An amateur kickboxer who said he “lost all control” and stomped on his 62-year-old mother’s skull after she threatened to kill him has been found not guilty of her murder but guilty of manslaughter by a Central Criminal Court jury. .

The jury of seven men and five women took just three hours and 36 minutes to accept the defence of provocation put forward by Luke Donnelly (29), who told the panel of being “groomed” into a life of drugs and violence by his allegedly abusive mother.

“In my whole life of being attacked and abused I had never defended myself, just waited for it to be over,” Donnelly told the court last week.

Donnelly, of no fixed abode, had pleaded not guilty to murder but guilty to the manslaughter of his mother Catherine Henry (62) at her apartment on Bridge Street in Dundalk, Co Louth, on a date unknown in May 2023.

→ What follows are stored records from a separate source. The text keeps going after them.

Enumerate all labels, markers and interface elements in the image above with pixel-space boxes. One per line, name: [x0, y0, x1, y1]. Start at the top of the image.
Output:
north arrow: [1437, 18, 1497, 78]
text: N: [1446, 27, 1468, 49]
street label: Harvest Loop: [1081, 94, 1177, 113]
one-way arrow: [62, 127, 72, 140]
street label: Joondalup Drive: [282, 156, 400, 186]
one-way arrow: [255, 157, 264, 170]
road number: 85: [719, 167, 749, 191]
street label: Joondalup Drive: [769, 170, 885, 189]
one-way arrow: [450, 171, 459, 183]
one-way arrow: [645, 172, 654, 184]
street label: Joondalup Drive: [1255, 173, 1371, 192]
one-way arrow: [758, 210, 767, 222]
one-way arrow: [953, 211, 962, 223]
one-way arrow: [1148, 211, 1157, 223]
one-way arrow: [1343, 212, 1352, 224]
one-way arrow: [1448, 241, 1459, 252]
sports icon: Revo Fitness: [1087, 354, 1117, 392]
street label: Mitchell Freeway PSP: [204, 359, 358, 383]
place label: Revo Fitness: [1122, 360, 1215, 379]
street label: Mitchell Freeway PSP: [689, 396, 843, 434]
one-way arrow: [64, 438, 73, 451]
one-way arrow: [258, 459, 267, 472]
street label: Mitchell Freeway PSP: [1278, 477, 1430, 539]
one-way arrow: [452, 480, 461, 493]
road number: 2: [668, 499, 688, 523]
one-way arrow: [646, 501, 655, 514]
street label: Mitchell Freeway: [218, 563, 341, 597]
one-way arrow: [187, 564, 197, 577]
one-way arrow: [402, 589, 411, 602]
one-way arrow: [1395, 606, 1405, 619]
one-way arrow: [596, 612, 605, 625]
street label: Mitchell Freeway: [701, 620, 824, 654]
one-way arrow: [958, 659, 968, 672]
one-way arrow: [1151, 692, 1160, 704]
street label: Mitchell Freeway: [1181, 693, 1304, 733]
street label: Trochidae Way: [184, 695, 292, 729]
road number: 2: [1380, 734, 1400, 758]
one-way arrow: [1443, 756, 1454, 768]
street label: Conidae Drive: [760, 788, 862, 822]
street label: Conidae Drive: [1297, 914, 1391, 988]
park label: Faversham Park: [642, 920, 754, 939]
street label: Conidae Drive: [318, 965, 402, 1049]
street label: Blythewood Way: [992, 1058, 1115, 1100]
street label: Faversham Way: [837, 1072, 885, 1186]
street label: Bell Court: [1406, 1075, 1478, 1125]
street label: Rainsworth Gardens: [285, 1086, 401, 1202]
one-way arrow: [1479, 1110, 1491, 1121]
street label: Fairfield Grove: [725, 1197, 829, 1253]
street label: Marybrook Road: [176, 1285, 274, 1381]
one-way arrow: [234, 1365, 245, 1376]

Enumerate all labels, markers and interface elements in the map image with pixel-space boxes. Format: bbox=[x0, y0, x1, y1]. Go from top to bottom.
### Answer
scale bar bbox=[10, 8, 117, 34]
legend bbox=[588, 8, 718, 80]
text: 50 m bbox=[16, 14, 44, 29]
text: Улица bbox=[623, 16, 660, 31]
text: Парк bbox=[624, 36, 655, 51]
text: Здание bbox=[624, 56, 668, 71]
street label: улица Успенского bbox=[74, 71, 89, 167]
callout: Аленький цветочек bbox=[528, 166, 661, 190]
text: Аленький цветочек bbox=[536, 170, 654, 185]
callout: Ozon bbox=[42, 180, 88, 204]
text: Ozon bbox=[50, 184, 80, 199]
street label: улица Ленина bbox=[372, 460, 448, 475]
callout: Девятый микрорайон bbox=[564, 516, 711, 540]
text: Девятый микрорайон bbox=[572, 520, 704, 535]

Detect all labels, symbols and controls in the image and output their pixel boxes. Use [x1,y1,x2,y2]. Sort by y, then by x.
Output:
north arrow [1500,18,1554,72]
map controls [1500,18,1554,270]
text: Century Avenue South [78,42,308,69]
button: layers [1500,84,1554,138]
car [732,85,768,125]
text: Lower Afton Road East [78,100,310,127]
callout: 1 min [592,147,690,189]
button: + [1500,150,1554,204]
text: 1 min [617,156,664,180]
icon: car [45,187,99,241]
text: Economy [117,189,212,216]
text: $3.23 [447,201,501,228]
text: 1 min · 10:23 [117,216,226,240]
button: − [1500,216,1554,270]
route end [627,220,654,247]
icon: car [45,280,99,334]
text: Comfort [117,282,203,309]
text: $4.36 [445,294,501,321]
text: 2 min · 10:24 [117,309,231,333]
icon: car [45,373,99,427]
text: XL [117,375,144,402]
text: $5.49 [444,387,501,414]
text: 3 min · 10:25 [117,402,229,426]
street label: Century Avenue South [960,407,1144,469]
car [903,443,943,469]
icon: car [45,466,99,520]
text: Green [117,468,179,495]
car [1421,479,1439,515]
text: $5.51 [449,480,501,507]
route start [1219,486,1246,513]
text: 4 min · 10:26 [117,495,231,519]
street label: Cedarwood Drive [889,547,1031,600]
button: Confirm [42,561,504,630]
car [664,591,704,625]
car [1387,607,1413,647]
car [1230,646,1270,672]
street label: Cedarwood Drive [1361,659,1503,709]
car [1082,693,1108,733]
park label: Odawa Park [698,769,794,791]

The trial jury had heard that Donnelly accepted he caused multiple fractures to his mother’s skull and that he left a bloodstained footprint on her back.

During the trial, a pathologist testified that she had died from severe blunt-force trauma to the head and had suffered multiple fractures to her skull, including one which may have been caused by “a stomping or kicking type of impact”.

In seeking a verdict of manslaughter for his client, barrister Conall MacCarthy had argued that the defendant and his mother had a “complex, sad and disturbing” relationship, and there was evidence of the deceased being prone to “sudden outbursts of violence”.

The trial heard that Donnelly had been behaving in “an erratic way” in the months before the killing, including by repeatedly asserting that he was Jesus Christ.

In his evidence, Donnelly, who agreed he had “loaded up” on a cocktail of drugs in the hours before the killing, recalled his mother coming into the bedroom of her apartment on May 23rd, 2023, and asking for his key back.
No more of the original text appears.